Please return each entry that follows exactly as given, but without pictures.

# [Task data]
--- START ---
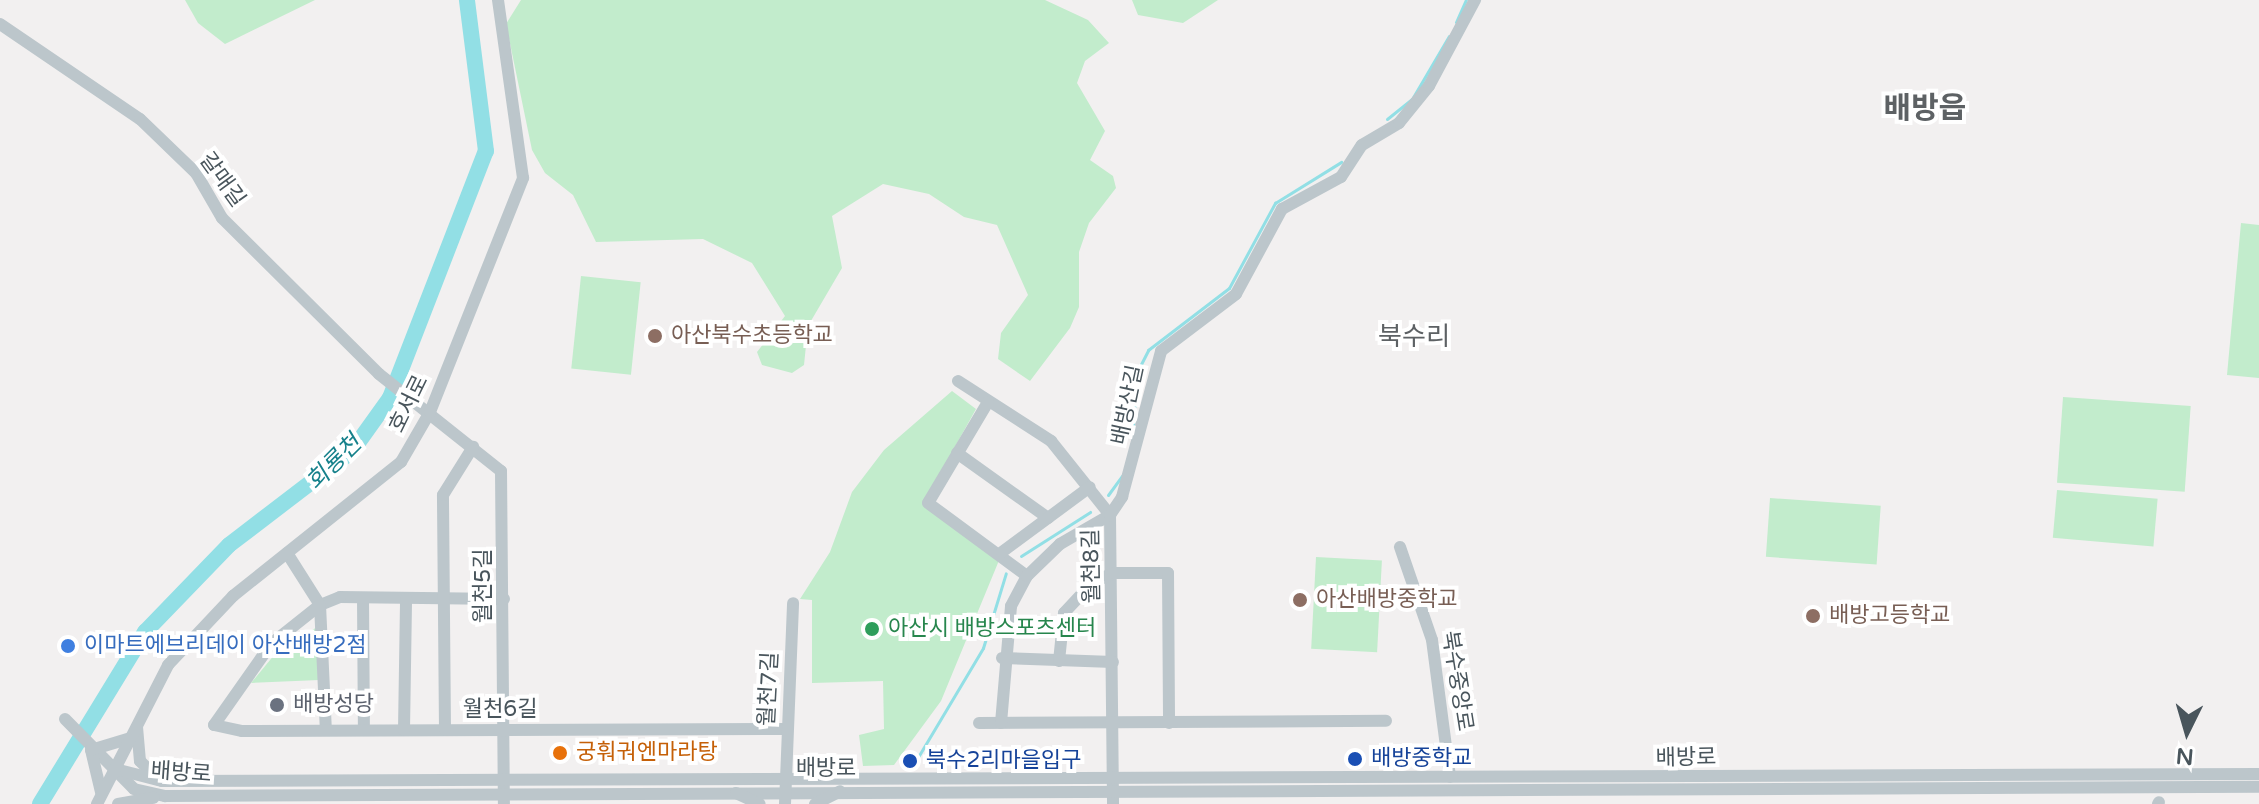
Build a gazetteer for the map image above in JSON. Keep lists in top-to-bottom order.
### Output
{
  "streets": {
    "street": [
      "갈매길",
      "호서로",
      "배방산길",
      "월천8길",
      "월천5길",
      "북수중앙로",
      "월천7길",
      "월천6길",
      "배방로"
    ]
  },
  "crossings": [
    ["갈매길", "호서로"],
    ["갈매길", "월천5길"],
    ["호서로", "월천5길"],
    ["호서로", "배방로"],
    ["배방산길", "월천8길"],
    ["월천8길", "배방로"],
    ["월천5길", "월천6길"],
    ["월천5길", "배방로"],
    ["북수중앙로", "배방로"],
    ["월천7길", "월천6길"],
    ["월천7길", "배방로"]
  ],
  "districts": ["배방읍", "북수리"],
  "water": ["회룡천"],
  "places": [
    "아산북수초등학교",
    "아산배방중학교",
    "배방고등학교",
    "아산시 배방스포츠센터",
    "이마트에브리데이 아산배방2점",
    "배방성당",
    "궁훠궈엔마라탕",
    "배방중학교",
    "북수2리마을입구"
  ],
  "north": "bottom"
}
--- END ---
# [Result of this exercise]
Build a gazetteer for the map image above in JSON. Keep lists in top-to-bottom order.
### Output
{
  "streets": {
    "street": [
      "갈매길",
      "호서로",
      "배방산길",
      "월천8길",
      "월천5길",
      "북수중앙로",
      "월천7길",
      "월천6길",
      "배방로"
    ]
  },
  "crossings": [
    ["갈매길", "호서로"],
    ["갈매길", "월천5길"],
    ["호서로", "월천5길"],
    ["호서로", "배방로"],
    ["배방산길", "월천8길"],
    ["월천8길", "배방로"],
    ["월천5길", "월천6길"],
    ["월천5길", "배방로"],
    ["북수중앙로", "배방로"],
    ["월천7길", "월천6길"],
    ["월천7길", "배방로"]
  ],
  "districts": ["배방읍", "북수리"],
  "water": ["회룡천"],
  "places": [
    "아산북수초등학교",
    "아산배방중학교",
    "배방고등학교",
    "아산시 배방스포츠센터",
    "이마트에브리데이 아산배방2점",
    "배방성당",
    "궁훠궈엔마라탕",
    "배방중학교",
    "북수2리마을입구"
  ],
  "north": "bottom"
}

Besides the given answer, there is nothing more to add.